Make Sure Your Boston Is Well-Exercised

Most Boston Terriers will need 30-60 minutes of exercise per day. The activity can be as simple as a walk or run once a day.

Boston on a blanket

Do Boston Terriers have Sensitive Stomachs?

A food allergy or intolerance can cause your dog to be gassy. Boston Terriers are more sensitive than most other breeds so you must be careful about the type of food which they will tolerate without digestive problems. Your Boston could also eat something it shouldn’t have, so always monitor what your dog eats and keep your eye on it

The most common dog food allergens are beef, dairy products, chicken, lamb, fish, chicken eggs, corn, wheat, and soy.
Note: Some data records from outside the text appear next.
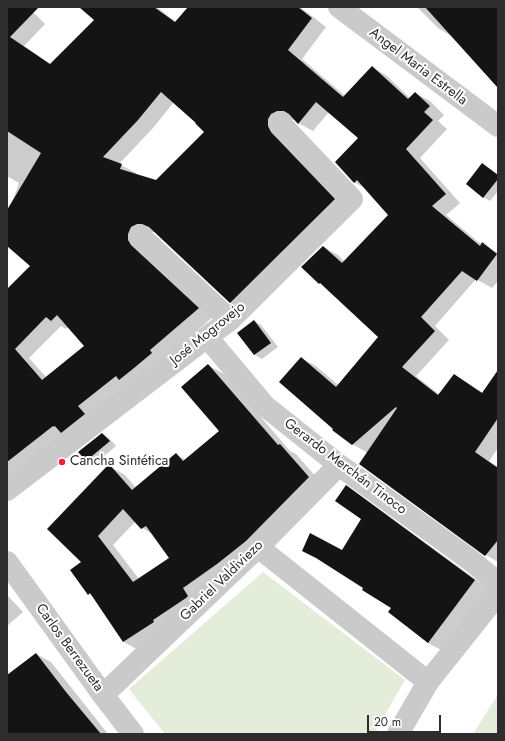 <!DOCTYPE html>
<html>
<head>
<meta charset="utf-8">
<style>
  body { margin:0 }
  #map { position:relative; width:505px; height:741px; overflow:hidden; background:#fff; font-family:Jost,sans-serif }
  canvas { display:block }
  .frame { position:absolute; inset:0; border:8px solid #2d2d2d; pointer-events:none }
  .scale { position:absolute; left:367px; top:715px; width:74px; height:18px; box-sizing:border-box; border:2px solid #2d2d2d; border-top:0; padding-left:5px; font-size:12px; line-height:14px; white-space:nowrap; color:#2d2d2d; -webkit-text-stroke:3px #fff; paint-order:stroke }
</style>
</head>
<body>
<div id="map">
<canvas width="505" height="741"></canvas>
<div class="frame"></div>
<div class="scale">20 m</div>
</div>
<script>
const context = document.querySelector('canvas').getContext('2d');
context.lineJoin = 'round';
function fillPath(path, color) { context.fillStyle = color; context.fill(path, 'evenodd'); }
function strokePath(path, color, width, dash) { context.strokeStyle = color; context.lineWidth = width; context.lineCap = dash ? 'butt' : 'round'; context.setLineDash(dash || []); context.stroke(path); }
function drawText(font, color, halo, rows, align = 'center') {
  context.font = font + ' Jost,sans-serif'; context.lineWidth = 4; context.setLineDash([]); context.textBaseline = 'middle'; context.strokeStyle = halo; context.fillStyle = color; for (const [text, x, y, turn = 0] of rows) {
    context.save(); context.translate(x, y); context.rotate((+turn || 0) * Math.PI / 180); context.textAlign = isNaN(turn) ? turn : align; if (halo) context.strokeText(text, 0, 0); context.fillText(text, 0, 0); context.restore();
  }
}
const green = new Path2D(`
  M263 572 405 680 374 734H165L129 689Z
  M498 694V734H473Z`);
const shadow = new Path2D(`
  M7 7H28L45 24 24 46 51 65 95 20 80 7H159L158 8 176 22 189 7H300L326 27 302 59 345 96 372 67 387 76 410 98 415 93 430 101 444 115 438 121 447 129 420 158 460 203 446 215 482 245 483 244 498 253V281L492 288 476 279 435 326 449 340 416 376 440 395 454 375 483 393 498 381V448L489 461 498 467V562L486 555 361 464 368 453 352 444 301 358 316 366 338 385 380 336 323 247 338 255 345 262 389 215 366 189 354 182 359 138 329 112 313 131 298 123 295 119 286 122 349 208 245 310 230 302 155 232H152L146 235 213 317 164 359 7 479V290L31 266 8 246 7 247V212L12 203 19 183 7 176ZM174 102 205 132 156 181 135 175 136 173 119 164 153 128ZM61 326 66 329 68 327 86 346 46 377 29 358Z
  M417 7H486L498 19V83L453 37 438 28Z
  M482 164 498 175V191L490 201 483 197Z
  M254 321 261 325 278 347 262 359 255 355 238 333Z
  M208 365 224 374 290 451 296 454 325 487 140 651 124 642 94 597 89 594 83 562 109 466 125 475 136 488 176 454 186 460 221 431ZM136 521 142 528 154 535 170 558 139 579 113 545Z
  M102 434 109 438 116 446 94 465 87 461 79 452Z
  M346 487 360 495 489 589 443 651 428 643 389 612 392 608 365 588 343 551 363 519Z
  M7 595 23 612 7 626Z
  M36 654 51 662 108 734H7V676Z`);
const building = new Path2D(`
  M7 7H39L10 37 50 64 94 20 79 7H154L175 22 188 7H298L312 18 288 50 343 97 372 66 408 99 415 92 430 106 424 112 433 120 406 149 446 194 432 206 480 246 482 242 497 254 477 281 462 271 421 317 435 331 402 367 438 395 454 374 482 393 498 370V418L475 452 498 468V540L485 556 359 464 397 408 396 407 352 445 332 430 333 429 279 382 301 357 336 387 378 337 320 283 319 284 301 267 323 246 342 263 388 215 357 180 354 183 335 162 358 138 316 102 298 124 289 114 284 111H277L271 114 268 119V126L271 132 335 199 230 303 149 227 142 224H137L131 227 128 234V240L131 245 199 308 150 350 152 353 134 368 119 380 116 376 78 406 85 414 61 433 55 426 54 427 53 426 7 462V289L30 266 7 246V210L41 153 7 131ZM161 92 196 123H195L204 132 156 180 120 169 122 164 103 157 138 120ZM57 315 84 346 42 380 15 349 46 317 51 321Z
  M425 7H498V88Z
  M482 163 498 175V179L483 198 466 184Z
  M254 320 271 343 254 355 237 333Z
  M208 364 278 445 280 444 309 477 246 541 217 564 183 588 188 596 186 598 153 620 154 622 123 642 90 593 88 595 70 570 81 562 47 529 109 464 132 490 176 453 183 461 219 431 181 387ZM123 509 141 529 146 526 169 558 133 582 98 536Z
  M102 433 110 441 86 461 78 452Z
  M346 485 475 580 428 643 388 612 391 608 362 590 363 588 316 558 302 551 310 533 342 550 361 519 335 501Z
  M36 653 66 692 101 734H7V675Z`);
const minor = new Path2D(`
  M339 7 498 126
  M140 236 230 320
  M207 337 265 406 339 465 473 562 498 583
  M7 490 207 337 230 320 352 199 280 123
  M258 547 428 682
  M7 562 103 695 133 734
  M103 695 258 547 339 465
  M398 734 428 682 498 594`);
const markers = [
  [62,462,4,"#f22231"]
];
const streetNames = [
  ["Angel Maria Estrella",418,67,37],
  ["José Mogrovejo",208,334,-39],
  ["Gerardo Merchán Tinoco",345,467,37],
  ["Gabriel Valdiviezo",222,581,-44],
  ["Carlos Berrezueta",69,648,54]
];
const poiNames = [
  ["Cancha Sintética",70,462]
];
fillPath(green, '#e4ecda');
fillPath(shadow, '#0003');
fillPath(building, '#141414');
strokePath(minor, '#cacaca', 22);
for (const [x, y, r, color] of markers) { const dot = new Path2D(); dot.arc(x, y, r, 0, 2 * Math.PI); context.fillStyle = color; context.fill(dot); strokePath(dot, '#fff', 1.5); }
drawText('14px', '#2d2d2d', '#fff', streetNames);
drawText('14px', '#2d2d2d', '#fff', poiNames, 'left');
</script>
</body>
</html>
However, every dog is different individually so the type of allergic food may vary.

There are ways to decrease the effects of allergies by increasing your dog’s immune system. Some research has shown that Omega fatty acids even prevent allergies from developing in puppies.

You can use some Omega 3 chew tablets which have some of the highest concentrations of Omega’s of any fish.

Final Thoughts

It’s a fact that Boston Terriers do fart more than other dogs, but with some small changes, you can reduce their flatulence to a more pleasant degree.

The most important thing is to make sure your Boston has a well-balanced diet that is full of good sources of protein and raw meats. Also giving your dog proper exercise will help keep their digestive system in tip-top shape.

If your Boston Terrier is still farting too much after proper diet and exercise, then you may need to consult your veterinarian just in case there are some other underlying conditions. It’s better safe than sorry.